Sur place à Eringeti, les populations congolaises craignent le pire. La présence des militaires rwandophones, celle des retournés du Rwanda qui occupent les champs abandonnés par les déplacés congolais, plus l’annonce d’une attaque des ADF-NALU, signifient pour la population congolaise locale un début d’officialisation de l’occupation rwandaise d’Eringeti. 

En même temps, le Rwanda a annoncé la fin des accords du CEPGL dont une des clauses est la circulation libre des personnes et des biens entre les pays membres, c’est-à-dire le Rwanda, le Burundi, et la RDC. D’après l’annonce de Kigali, désormais il faudra un visa aux congolais pour entrer et vivre au Rwanda.
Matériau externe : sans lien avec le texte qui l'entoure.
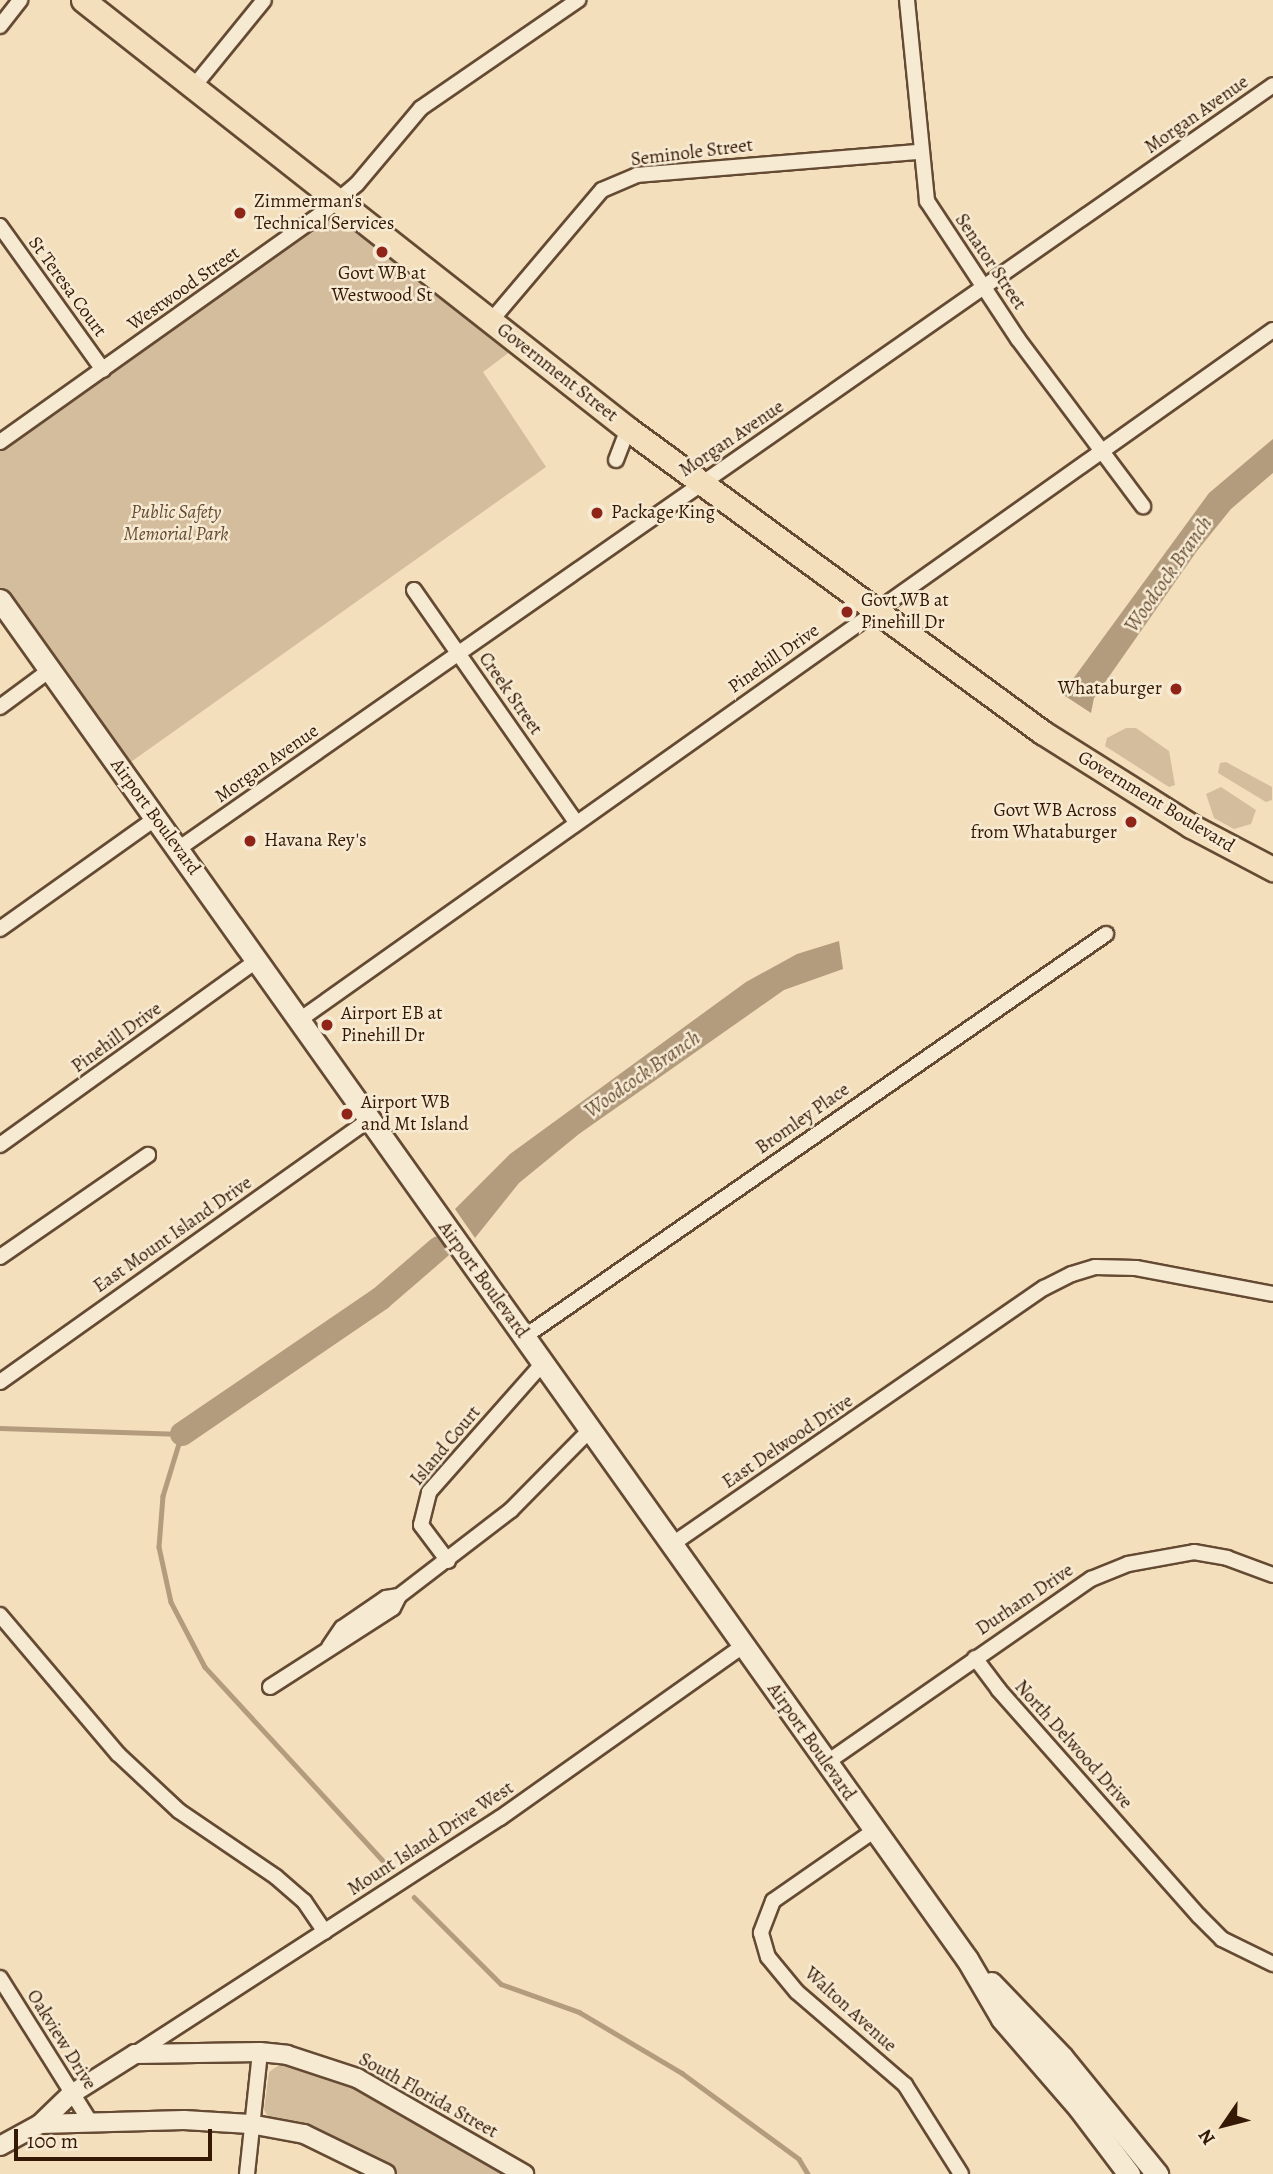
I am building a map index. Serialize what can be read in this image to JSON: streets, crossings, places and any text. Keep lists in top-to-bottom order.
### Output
{
  "streets": {
    "main road": ["Government Street", "Government Boulevard", "Airport Boulevard"],
    "street": [
      "Morgan Avenue",
      "Seminole Street",
      "Senator Street",
      "St Teresa Court",
      "Westwood Street",
      "Pinehill Drive",
      "Creek Street",
      "Bromley Place",
      "East Mount Island Drive",
      "East Delwood Drive",
      "Island Court",
      "Durham Drive",
      "North Delwood Drive",
      "Mount Island Drive West",
      "Walton Avenue",
      "Oakview Drive",
      "South Florida Street"
    ]
  },
  "crossings": [
    ["Morgan Avenue", "Senator Street"],
    ["Morgan Avenue", "Government Street"],
    ["Morgan Avenue", "Creek Street"],
    ["Morgan Avenue", "Airport Boulevard"],
    ["Seminole Street", "Senator Street"],
    ["Seminole Street", "Government Street"],
    ["Senator Street", "Pinehill Drive"],
    ["St Teresa Court", "Westwood Street"],
    ["Westwood Street", "Government Street"],
    ["Government Street", "Pinehill Drive"],
    ["Government Street", "Government Boulevard"],
    ["Pinehill Drive", "Creek Street"],
    ["Pinehill Drive", "Airport Boulevard"],
    ["Airport Boulevard", "Bromley Place"],
    ["Airport Boulevard", "East Mount Island Drive"],
    ["Airport Boulevard", "East Delwood Drive"],
    ["Airport Boulevard", "Island Court"],
    ["Airport Boulevard", "Durham Drive"],
    ["Airport Boulevard", "Mount Island Drive West"],
    ["Airport Boulevard", "Walton Avenue"],
    ["Durham Drive", "North Delwood Drive"],
    ["Mount Island Drive West", "South Florida Street"]
  ],
  "water": ["Woodcock Branch"],
  "parks": ["Public Safety Memorial Park"],
  "places": [
    "Zimmerman's Technical Services",
    "Govt WB at Westwood St",
    "Package King",
    "Govt WB at Pinehill Dr",
    "Whataburger",
    "Govt WB Across from Whataburger",
    "Havana Rey's",
    "Airport EB at Pinehill Dr",
    "Airport WB and Mt Island"
  ],
  "scale_bar": "100 m",
  "north": "bottom left"
}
Pour les observateurs, ce visa risque de ne concerner que les populations civiles car l’armée du Rwanda, qu’on appelle dans la région, une armée sans frontières (ASF en sigle) ne court aucun risque d’être soumise à cette obligation de visa. Selon certains retournés du Rwanda, ils n’étaient pas partis de leur gré du Rwanda mais forcés par le régime de Kigali. Ainsi donc, la crainte de Kigali est que, devant les difficultés d’adaptation à la mission d’occupation de la RDC, certains rwandais ne cherchent à retourner au Rwanda. Certains ont déjà entrepris de telles démarches auprès de la MONUC/Monusco. 

Le fait que le gouvernement congolais n’ait pas réagit à cette obligation de visa pour entrer et vivre au Rwanda, ne surprend personne. Il n’est pas impossible que cette obligation de visa soit en sens unique, c’est-à-dire, un visa pour tout congolais entrant au Rwanda mais pas de visa pour tout rwandais entrant au Congo. 
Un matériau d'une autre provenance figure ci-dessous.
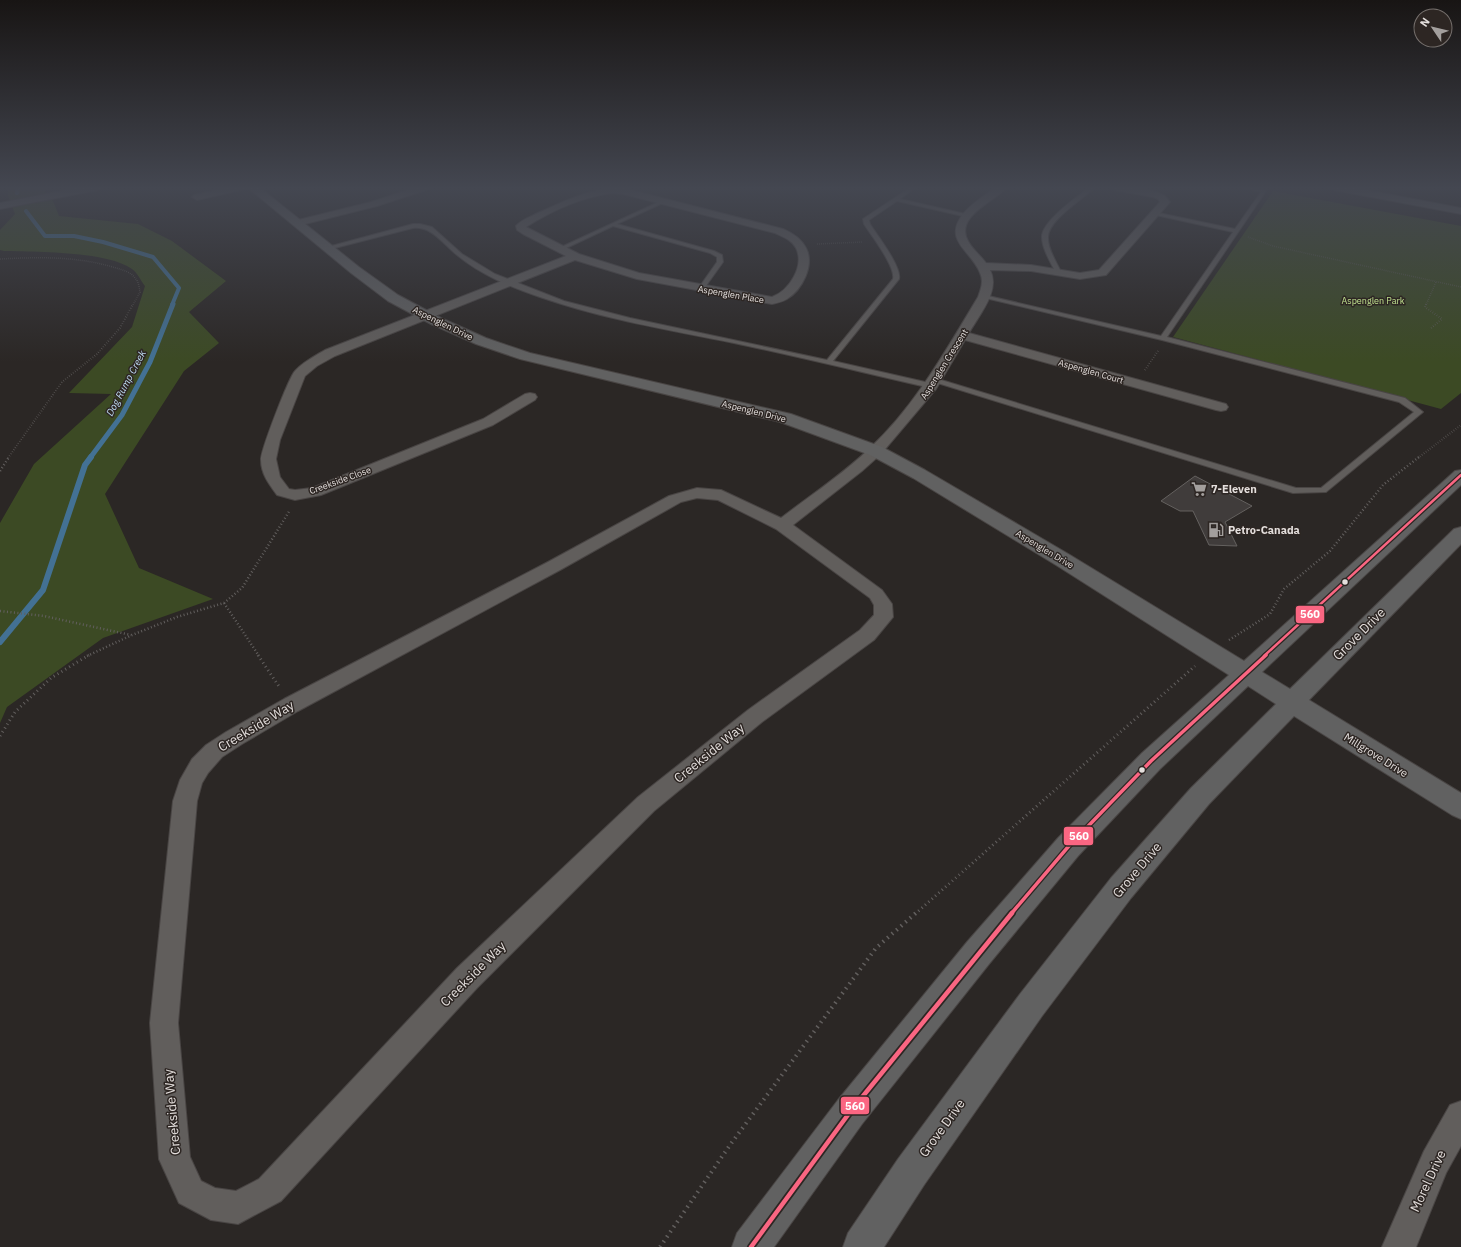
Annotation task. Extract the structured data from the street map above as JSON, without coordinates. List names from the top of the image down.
{
  "streets": {
    "street": [
      "Aspenglen Place",
      "Aspenglen Drive",
      "Aspenglen Crescent",
      "Aspenglen Court",
      "Creekside Close",
      "Grove Drive",
      "Creekside Way",
      "Millgrove Drive",
      "Morel Drive"
    ]
  },
  "crossings": [
    ["Aspenglen Drive", "Aspenglen Crescent"],
    ["Aspenglen Drive", "Creekside Close"],
    ["Aspenglen Drive", "Millgrove Drive"],
    ["Aspenglen Crescent", "Aspenglen Court"],
    ["Grove Drive", "Millgrove Drive"]
  ],
  "water": ["Dog Rump Creek"],
  "parks": ["Aspenglen Park"],
  "places": {
    "supermarket": ["7-Eleven"],
    "fuel station": ["Petro-Canada"]
  },
  "lines": ["transit line 560"],
  "north": "top left"
}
La situation d’Eringeti qui n’est qu’un iceberg de ce qui se trame contre la RDC interpelle tout congolais. La survie de la RDC ne viendra pas du gouvernement actuel, ni de la Monusco/ONU, des ONG internationales qui sont complices du dépiècement de la RDC mais des congolais, de chaque congolais. Le temps de la révolution du peuple congolais a sonné ! Le peuple congolais n’a plus d’autre choix. Il a essayé toutes les voies lui offertes par l’extérieur pour se retrouver à chaque fois le dindon de la farce ! A ce stade de la révolution populaire qui apparaît comme la seule alternative, les congolais, en commençant par ceux de Beni-Lubero, doivent dénoncer toute distraction d’où qu’elle vienne et s’organiser dans chaque village, cité, ville, et dans la diaspora pour sauver Eringeti et la RDC de sa mort programmée par ceux-là mêmes qui posent aujourd’hui comme ses sauveurs. Les congolais n’ont pas besoin d’autre sauveur qu’eux-mêmes. Ils sont eux-mêmes les sauveurs qu’ils attendent depuis des siècles.